Top of DATA FOR THIS EXERCISE

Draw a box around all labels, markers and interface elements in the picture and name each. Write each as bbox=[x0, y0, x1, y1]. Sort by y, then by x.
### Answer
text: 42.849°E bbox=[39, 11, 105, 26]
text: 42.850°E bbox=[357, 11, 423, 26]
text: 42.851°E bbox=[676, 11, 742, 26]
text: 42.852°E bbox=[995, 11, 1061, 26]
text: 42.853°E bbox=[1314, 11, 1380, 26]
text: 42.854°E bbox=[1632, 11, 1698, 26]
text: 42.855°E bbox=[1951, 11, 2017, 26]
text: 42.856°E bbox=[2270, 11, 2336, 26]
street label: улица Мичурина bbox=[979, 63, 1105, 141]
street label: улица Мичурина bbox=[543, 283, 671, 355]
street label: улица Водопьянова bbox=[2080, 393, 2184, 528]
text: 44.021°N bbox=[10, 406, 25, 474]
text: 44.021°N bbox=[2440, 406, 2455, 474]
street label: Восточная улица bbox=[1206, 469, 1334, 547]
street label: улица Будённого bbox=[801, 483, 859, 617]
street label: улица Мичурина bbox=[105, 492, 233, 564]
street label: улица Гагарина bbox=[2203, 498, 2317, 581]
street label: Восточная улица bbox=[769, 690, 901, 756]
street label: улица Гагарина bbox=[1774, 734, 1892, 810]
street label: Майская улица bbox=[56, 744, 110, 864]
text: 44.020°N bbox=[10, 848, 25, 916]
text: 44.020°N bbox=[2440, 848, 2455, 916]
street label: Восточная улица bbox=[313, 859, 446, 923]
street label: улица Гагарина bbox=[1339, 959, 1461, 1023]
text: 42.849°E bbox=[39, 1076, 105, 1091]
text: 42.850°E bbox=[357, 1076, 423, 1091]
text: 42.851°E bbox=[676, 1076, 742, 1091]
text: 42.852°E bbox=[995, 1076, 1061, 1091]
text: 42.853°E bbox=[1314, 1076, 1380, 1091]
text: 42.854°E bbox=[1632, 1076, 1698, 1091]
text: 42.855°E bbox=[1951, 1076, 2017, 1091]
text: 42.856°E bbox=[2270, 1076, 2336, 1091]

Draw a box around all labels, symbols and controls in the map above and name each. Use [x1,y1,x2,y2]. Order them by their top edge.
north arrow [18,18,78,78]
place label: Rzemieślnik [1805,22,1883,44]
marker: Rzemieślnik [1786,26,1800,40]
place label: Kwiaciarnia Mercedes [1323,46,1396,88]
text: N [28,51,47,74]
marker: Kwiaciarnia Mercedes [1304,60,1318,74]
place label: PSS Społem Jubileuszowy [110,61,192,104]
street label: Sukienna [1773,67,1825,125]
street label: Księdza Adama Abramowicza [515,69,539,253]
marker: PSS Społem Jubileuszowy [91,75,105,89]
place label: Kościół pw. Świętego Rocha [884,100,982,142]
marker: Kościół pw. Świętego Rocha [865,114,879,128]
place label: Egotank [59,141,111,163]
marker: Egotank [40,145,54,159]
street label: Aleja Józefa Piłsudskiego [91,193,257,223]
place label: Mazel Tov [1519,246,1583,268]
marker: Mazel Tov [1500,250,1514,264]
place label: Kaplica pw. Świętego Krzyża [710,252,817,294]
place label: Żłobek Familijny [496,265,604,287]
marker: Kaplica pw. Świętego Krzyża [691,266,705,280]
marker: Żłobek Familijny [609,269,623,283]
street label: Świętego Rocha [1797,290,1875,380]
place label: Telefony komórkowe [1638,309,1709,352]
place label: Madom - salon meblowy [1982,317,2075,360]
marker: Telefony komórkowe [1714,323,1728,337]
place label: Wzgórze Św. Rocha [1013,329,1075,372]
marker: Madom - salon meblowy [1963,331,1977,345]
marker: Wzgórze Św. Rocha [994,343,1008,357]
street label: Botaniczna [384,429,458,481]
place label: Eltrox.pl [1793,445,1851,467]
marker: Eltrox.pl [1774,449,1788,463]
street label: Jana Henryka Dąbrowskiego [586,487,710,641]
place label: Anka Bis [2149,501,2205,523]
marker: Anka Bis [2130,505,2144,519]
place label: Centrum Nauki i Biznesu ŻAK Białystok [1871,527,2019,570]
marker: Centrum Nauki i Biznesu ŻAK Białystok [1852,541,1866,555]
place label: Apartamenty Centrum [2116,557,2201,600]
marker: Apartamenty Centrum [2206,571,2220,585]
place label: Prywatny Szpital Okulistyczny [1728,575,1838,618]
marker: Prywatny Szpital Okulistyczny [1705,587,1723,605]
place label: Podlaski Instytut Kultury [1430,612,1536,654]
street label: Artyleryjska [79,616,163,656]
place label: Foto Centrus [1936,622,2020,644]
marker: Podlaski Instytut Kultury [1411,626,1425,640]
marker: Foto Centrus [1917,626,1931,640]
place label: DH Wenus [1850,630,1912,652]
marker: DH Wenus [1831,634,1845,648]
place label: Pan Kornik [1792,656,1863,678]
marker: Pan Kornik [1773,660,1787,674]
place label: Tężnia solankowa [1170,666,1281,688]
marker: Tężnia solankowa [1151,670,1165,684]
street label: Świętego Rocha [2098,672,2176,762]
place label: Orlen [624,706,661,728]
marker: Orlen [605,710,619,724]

Bottom of DATA FOR THIS EXERCISE

Exactness is what counts here: write out every record again.

■ **EXERCISE RESPONSE**:
Draw a box around all labels, markers and interface elements in the picture and name each. Write each as bbox=[x0, y0, x1, y1]. Sort by y, then by x.
### Answer
text: 42.849°E bbox=[39, 11, 105, 26]
text: 42.850°E bbox=[357, 11, 423, 26]
text: 42.851°E bbox=[676, 11, 742, 26]
text: 42.852°E bbox=[995, 11, 1061, 26]
text: 42.853°E bbox=[1314, 11, 1380, 26]
text: 42.854°E bbox=[1632, 11, 1698, 26]
text: 42.855°E bbox=[1951, 11, 2017, 26]
text: 42.856°E bbox=[2270, 11, 2336, 26]
street label: улица Мичурина bbox=[979, 63, 1105, 141]
street label: улица Мичурина bbox=[543, 283, 671, 355]
street label: улица Водопьянова bbox=[2080, 393, 2184, 528]
text: 44.021°N bbox=[10, 406, 25, 474]
text: 44.021°N bbox=[2440, 406, 2455, 474]
street label: Восточная улица bbox=[1206, 469, 1334, 547]
street label: улица Будённого bbox=[801, 483, 859, 617]
street label: улица Мичурина bbox=[105, 492, 233, 564]
street label: улица Гагарина bbox=[2203, 498, 2317, 581]
street label: Восточная улица bbox=[769, 690, 901, 756]
street label: улица Гагарина bbox=[1774, 734, 1892, 810]
street label: Майская улица bbox=[56, 744, 110, 864]
text: 44.020°N bbox=[10, 848, 25, 916]
text: 44.020°N bbox=[2440, 848, 2455, 916]
street label: Восточная улица bbox=[313, 859, 446, 923]
street label: улица Гагарина bbox=[1339, 959, 1461, 1023]
text: 42.849°E bbox=[39, 1076, 105, 1091]
text: 42.850°E bbox=[357, 1076, 423, 1091]
text: 42.851°E bbox=[676, 1076, 742, 1091]
text: 42.852°E bbox=[995, 1076, 1061, 1091]
text: 42.853°E bbox=[1314, 1076, 1380, 1091]
text: 42.854°E bbox=[1632, 1076, 1698, 1091]
text: 42.855°E bbox=[1951, 1076, 2017, 1091]
text: 42.856°E bbox=[2270, 1076, 2336, 1091]

Draw a box around all labels, symbols and controls in the map above and name each. Use [x1,y1,x2,y2]. Order them by their top edge.
north arrow [18,18,78,78]
place label: Rzemieślnik [1805,22,1883,44]
marker: Rzemieślnik [1786,26,1800,40]
place label: Kwiaciarnia Mercedes [1323,46,1396,88]
text: N [28,51,47,74]
marker: Kwiaciarnia Mercedes [1304,60,1318,74]
place label: PSS Społem Jubileuszowy [110,61,192,104]
street label: Sukienna [1773,67,1825,125]
street label: Księdza Adama Abramowicza [515,69,539,253]
marker: PSS Społem Jubileuszowy [91,75,105,89]
place label: Kościół pw. Świętego Rocha [884,100,982,142]
marker: Kościół pw. Świętego Rocha [865,114,879,128]
place label: Egotank [59,141,111,163]
marker: Egotank [40,145,54,159]
street label: Aleja Józefa Piłsudskiego [91,193,257,223]
place label: Mazel Tov [1519,246,1583,268]
marker: Mazel Tov [1500,250,1514,264]
place label: Kaplica pw. Świętego Krzyża [710,252,817,294]
place label: Żłobek Familijny [496,265,604,287]
marker: Kaplica pw. Świętego Krzyża [691,266,705,280]
marker: Żłobek Familijny [609,269,623,283]
street label: Świętego Rocha [1797,290,1875,380]
place label: Telefony komórkowe [1638,309,1709,352]
place label: Madom - salon meblowy [1982,317,2075,360]
marker: Telefony komórkowe [1714,323,1728,337]
place label: Wzgórze Św. Rocha [1013,329,1075,372]
marker: Madom - salon meblowy [1963,331,1977,345]
marker: Wzgórze Św. Rocha [994,343,1008,357]
street label: Botaniczna [384,429,458,481]
place label: Eltrox.pl [1793,445,1851,467]
marker: Eltrox.pl [1774,449,1788,463]
street label: Jana Henryka Dąbrowskiego [586,487,710,641]
place label: Anka Bis [2149,501,2205,523]
marker: Anka Bis [2130,505,2144,519]
place label: Centrum Nauki i Biznesu ŻAK Białystok [1871,527,2019,570]
marker: Centrum Nauki i Biznesu ŻAK Białystok [1852,541,1866,555]
place label: Apartamenty Centrum [2116,557,2201,600]
marker: Apartamenty Centrum [2206,571,2220,585]
place label: Prywatny Szpital Okulistyczny [1728,575,1838,618]
marker: Prywatny Szpital Okulistyczny [1705,587,1723,605]
place label: Podlaski Instytut Kultury [1430,612,1536,654]
street label: Artyleryjska [79,616,163,656]
place label: Foto Centrus [1936,622,2020,644]
marker: Podlaski Instytut Kultury [1411,626,1425,640]
marker: Foto Centrus [1917,626,1931,640]
place label: DH Wenus [1850,630,1912,652]
marker: DH Wenus [1831,634,1845,648]
place label: Pan Kornik [1792,656,1863,678]
marker: Pan Kornik [1773,660,1787,674]
place label: Tężnia solankowa [1170,666,1281,688]
marker: Tężnia solankowa [1151,670,1165,684]
street label: Świętego Rocha [2098,672,2176,762]
place label: Orlen [624,706,661,728]
marker: Orlen [605,710,619,724]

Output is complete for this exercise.